● WHAT YOU ARE ASKED TO DO
Find and copy every line in the records that includes the string "document".

↓

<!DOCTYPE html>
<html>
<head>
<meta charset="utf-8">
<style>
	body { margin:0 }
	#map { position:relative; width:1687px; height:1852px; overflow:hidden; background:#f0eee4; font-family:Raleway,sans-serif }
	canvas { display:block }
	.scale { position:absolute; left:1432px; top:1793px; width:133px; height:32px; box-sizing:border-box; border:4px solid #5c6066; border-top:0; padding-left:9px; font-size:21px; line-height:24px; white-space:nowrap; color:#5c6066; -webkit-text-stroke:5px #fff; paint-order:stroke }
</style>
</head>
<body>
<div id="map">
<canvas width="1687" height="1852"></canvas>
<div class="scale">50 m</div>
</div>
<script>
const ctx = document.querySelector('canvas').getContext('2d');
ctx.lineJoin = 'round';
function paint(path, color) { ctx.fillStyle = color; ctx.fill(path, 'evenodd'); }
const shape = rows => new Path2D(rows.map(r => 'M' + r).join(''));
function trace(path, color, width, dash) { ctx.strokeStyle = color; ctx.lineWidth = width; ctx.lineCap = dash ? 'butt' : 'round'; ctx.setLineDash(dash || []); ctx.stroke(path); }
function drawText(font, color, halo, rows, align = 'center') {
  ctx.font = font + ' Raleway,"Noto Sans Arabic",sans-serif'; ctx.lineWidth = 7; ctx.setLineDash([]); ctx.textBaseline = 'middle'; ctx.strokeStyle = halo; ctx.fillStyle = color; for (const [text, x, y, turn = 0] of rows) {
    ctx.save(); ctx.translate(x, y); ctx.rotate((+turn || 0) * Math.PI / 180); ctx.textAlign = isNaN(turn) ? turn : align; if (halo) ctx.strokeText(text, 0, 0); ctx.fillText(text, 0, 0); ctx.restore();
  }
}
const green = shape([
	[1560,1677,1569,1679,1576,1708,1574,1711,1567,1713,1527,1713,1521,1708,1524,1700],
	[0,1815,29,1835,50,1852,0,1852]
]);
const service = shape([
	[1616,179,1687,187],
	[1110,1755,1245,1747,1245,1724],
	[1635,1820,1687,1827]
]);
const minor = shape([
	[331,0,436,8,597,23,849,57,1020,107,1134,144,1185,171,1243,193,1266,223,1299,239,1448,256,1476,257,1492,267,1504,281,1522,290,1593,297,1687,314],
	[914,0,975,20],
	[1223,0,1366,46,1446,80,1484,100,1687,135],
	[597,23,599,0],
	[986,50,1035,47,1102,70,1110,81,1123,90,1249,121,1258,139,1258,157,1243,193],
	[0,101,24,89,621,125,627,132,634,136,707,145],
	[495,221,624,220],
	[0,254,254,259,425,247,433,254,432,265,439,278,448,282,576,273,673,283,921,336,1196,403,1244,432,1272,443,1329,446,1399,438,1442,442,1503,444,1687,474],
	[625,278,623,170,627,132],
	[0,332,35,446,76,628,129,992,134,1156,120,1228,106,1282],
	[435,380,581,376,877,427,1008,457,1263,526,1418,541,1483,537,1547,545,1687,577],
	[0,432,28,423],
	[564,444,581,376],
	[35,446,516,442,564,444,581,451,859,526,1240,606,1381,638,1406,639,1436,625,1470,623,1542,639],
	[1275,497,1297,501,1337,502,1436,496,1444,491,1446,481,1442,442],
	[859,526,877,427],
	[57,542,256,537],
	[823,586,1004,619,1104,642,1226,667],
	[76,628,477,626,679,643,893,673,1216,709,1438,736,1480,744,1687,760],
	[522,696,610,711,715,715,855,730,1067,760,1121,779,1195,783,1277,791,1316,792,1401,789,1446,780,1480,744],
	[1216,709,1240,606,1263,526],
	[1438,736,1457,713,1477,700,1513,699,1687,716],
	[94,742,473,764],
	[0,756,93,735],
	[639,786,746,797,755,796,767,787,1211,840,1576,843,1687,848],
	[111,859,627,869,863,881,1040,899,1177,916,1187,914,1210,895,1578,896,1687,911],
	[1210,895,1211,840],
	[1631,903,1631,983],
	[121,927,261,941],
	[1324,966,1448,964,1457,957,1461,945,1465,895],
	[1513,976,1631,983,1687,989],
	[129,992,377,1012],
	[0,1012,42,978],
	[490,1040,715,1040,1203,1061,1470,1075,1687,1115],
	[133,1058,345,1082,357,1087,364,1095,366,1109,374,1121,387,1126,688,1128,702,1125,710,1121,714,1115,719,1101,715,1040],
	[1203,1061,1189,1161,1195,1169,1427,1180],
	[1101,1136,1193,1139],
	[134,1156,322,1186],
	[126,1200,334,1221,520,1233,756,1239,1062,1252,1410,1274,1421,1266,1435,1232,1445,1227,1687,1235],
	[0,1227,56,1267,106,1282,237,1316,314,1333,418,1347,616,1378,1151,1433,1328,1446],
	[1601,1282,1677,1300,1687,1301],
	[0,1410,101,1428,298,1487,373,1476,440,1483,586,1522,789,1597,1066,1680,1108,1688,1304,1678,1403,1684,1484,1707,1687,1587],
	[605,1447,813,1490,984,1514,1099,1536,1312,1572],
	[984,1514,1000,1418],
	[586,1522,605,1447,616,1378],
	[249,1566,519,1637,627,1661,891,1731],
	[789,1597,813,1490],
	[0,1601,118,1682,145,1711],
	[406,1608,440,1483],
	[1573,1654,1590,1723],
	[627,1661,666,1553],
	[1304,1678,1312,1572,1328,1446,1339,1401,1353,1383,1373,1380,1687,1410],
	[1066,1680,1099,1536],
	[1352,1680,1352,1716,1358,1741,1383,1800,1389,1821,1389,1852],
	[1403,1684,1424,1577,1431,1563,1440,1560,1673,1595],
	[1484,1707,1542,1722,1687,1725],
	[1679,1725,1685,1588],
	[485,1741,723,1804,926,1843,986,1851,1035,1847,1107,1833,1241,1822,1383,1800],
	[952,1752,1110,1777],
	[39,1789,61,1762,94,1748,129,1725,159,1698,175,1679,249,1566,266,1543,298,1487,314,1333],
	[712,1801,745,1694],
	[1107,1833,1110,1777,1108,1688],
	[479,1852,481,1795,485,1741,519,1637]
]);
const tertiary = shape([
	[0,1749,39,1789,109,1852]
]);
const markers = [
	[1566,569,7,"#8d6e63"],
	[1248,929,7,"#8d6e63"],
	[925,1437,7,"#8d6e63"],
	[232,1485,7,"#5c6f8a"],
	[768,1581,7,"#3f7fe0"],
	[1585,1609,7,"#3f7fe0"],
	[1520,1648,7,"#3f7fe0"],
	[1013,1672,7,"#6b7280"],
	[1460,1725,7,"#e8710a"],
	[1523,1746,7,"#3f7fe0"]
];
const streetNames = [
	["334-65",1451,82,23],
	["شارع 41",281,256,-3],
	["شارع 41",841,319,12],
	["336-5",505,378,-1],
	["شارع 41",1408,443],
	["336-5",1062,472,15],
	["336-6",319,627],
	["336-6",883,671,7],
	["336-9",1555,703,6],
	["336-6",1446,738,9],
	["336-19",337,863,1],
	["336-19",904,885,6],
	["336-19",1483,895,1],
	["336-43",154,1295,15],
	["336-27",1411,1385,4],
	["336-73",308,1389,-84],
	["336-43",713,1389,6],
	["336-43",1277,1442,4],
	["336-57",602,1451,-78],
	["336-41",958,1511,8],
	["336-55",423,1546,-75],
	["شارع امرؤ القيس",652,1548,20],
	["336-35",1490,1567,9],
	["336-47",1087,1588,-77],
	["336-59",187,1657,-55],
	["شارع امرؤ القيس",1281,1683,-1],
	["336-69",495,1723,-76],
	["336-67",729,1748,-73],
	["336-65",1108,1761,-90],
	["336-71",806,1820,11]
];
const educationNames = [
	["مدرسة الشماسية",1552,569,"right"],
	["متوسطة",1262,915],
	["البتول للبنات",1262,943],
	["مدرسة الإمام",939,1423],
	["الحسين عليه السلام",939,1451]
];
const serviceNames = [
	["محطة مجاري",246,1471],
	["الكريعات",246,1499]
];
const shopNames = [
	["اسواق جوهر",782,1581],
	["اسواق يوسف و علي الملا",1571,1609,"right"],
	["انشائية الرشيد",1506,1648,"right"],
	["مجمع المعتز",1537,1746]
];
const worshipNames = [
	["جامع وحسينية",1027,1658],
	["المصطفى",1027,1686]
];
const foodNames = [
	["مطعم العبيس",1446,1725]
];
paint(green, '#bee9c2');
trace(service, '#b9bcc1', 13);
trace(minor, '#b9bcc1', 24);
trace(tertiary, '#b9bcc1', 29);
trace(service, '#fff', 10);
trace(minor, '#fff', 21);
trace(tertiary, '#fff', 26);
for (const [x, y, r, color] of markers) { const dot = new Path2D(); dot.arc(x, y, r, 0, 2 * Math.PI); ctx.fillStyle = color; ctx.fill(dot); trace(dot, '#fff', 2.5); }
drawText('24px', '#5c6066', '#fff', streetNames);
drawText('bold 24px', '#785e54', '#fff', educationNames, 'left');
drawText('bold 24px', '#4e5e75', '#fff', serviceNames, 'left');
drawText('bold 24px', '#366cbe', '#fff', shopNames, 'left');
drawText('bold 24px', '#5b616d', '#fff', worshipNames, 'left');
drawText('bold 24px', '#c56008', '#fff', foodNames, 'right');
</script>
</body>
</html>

↑
↓

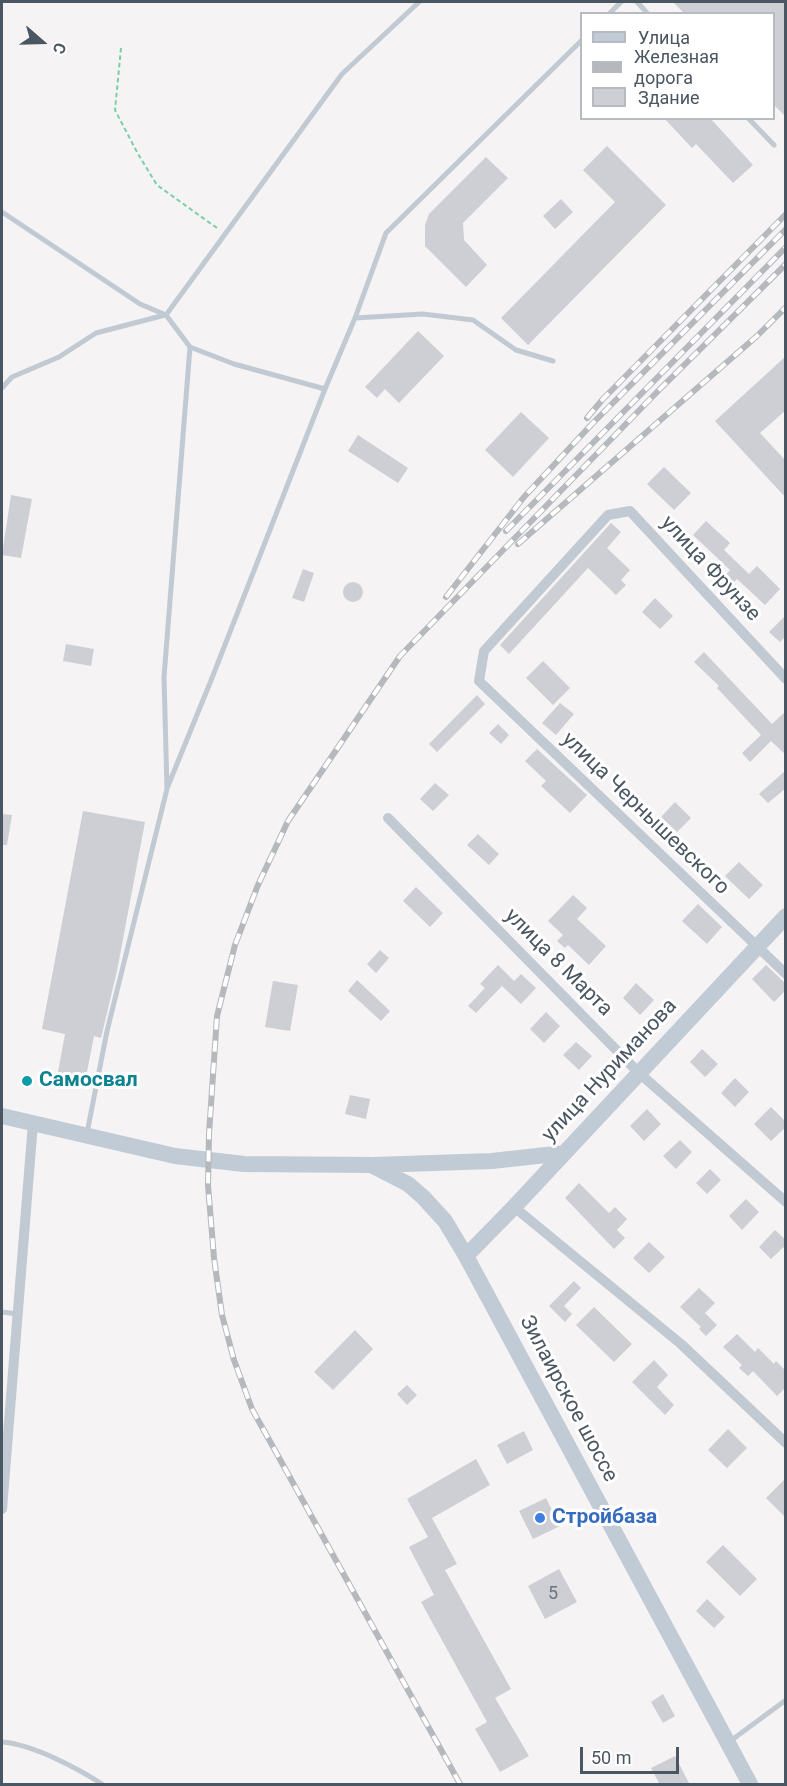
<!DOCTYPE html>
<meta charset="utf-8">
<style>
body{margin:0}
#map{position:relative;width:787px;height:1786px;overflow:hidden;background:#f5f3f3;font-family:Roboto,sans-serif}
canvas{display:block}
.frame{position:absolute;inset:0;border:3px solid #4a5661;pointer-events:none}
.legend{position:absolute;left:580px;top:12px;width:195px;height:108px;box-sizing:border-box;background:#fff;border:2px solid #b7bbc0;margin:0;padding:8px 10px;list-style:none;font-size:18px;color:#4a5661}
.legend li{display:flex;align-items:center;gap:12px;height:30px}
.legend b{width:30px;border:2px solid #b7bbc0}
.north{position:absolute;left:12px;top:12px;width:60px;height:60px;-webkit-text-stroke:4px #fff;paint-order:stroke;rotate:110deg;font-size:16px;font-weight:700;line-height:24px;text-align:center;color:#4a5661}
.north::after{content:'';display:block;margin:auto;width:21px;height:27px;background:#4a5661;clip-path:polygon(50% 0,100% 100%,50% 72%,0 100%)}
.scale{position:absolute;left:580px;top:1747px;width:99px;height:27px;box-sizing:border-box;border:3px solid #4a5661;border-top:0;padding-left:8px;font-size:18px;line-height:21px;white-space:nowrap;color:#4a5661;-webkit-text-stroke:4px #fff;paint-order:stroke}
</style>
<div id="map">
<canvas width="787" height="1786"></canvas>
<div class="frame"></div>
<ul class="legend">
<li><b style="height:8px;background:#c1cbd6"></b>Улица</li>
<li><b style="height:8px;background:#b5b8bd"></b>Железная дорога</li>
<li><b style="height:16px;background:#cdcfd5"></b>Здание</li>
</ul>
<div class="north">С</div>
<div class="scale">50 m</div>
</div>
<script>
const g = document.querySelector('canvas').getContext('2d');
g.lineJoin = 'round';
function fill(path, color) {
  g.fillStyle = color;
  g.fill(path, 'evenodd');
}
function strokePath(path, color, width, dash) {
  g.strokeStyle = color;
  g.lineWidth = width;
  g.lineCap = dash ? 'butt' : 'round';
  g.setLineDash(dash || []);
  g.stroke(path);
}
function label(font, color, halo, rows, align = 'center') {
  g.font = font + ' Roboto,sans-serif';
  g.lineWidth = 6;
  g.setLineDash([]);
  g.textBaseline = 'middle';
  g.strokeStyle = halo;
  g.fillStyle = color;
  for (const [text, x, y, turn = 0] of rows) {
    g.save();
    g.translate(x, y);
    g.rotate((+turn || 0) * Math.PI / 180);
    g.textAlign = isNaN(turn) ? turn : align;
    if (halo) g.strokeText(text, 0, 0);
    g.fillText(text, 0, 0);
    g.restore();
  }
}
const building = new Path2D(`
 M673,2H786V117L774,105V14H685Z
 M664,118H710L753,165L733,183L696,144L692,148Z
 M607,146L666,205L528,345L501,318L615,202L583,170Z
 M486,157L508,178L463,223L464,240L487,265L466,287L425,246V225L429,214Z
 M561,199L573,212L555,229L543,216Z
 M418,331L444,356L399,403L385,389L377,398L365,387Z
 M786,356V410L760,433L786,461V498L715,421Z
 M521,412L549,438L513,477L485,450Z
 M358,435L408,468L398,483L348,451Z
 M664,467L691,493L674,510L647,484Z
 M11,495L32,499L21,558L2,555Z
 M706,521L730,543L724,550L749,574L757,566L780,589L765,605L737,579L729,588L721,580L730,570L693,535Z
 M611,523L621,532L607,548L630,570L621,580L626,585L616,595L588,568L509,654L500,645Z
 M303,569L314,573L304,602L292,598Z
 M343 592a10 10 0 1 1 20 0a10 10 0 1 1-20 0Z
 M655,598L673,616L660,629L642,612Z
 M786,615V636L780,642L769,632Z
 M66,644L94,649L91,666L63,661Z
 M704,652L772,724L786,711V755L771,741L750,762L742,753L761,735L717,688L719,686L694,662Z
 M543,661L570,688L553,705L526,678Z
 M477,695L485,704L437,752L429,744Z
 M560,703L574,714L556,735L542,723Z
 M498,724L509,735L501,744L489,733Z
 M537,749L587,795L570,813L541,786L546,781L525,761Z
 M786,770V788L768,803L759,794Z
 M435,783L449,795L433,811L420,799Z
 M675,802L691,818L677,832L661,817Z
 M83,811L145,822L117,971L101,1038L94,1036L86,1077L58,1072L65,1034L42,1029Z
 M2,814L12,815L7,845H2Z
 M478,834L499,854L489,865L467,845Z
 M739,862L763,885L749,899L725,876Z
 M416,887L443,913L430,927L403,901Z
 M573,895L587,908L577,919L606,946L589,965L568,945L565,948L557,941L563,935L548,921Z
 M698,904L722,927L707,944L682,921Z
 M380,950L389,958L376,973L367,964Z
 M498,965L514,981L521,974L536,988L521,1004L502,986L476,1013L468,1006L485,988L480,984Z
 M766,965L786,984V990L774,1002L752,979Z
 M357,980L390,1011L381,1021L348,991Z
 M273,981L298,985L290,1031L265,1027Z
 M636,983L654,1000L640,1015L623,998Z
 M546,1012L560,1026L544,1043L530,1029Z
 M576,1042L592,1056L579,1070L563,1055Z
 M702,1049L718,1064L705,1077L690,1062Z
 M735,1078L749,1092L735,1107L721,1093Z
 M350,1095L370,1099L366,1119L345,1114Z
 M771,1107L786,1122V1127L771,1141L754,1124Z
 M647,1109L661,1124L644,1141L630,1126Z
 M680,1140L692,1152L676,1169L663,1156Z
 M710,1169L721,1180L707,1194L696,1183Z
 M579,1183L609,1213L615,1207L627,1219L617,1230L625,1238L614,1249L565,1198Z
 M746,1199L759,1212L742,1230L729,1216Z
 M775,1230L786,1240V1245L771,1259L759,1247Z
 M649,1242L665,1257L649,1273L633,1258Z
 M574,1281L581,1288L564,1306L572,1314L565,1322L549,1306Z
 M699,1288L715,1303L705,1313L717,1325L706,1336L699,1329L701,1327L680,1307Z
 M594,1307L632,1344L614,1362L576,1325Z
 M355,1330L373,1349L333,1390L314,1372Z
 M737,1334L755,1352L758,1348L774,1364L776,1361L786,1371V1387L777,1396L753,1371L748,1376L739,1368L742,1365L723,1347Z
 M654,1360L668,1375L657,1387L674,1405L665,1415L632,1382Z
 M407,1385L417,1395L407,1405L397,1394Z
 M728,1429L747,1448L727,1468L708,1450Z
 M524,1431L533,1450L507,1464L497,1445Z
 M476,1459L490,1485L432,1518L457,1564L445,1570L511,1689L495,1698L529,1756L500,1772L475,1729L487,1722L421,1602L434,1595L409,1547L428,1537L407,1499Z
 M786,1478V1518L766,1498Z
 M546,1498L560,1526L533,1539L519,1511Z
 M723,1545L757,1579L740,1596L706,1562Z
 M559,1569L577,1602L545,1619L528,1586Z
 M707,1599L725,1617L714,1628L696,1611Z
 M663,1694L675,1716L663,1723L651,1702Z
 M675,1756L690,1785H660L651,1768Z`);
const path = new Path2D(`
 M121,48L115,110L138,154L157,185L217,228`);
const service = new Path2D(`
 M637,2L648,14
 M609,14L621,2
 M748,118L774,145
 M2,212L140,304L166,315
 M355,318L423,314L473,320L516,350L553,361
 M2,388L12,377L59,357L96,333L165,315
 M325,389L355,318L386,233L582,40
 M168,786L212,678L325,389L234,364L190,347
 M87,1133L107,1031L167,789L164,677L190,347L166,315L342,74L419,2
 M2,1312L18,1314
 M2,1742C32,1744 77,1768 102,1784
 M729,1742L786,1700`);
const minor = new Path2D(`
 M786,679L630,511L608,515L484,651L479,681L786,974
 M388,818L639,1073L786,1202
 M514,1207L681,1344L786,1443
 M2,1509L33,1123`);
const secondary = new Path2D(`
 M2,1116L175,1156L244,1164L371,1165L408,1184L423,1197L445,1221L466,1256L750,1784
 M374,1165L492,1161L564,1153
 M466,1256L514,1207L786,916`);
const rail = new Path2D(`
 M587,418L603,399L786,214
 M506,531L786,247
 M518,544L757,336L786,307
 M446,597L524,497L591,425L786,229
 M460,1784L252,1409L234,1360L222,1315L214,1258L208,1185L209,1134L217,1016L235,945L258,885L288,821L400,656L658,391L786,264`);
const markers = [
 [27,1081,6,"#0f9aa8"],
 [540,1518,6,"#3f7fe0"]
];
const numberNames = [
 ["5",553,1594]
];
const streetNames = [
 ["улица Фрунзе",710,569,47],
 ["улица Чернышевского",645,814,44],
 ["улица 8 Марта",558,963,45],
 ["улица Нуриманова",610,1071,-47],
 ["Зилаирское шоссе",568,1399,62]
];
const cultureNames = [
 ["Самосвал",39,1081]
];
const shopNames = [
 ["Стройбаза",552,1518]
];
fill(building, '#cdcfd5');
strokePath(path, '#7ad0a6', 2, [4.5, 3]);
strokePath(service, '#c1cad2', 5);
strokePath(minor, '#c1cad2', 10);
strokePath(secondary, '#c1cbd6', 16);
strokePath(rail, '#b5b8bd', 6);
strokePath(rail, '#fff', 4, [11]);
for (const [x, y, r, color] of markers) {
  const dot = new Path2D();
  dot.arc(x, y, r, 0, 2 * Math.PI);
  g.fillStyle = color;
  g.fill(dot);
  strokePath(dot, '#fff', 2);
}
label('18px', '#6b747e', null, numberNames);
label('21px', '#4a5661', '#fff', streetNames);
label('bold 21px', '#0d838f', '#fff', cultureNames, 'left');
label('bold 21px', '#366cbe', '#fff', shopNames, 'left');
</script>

↑

● RESULT OF THE EXERCISE
const ctx = document.querySelector('canvas').getContext('2d');
const g = document.querySelector('canvas').getContext('2d');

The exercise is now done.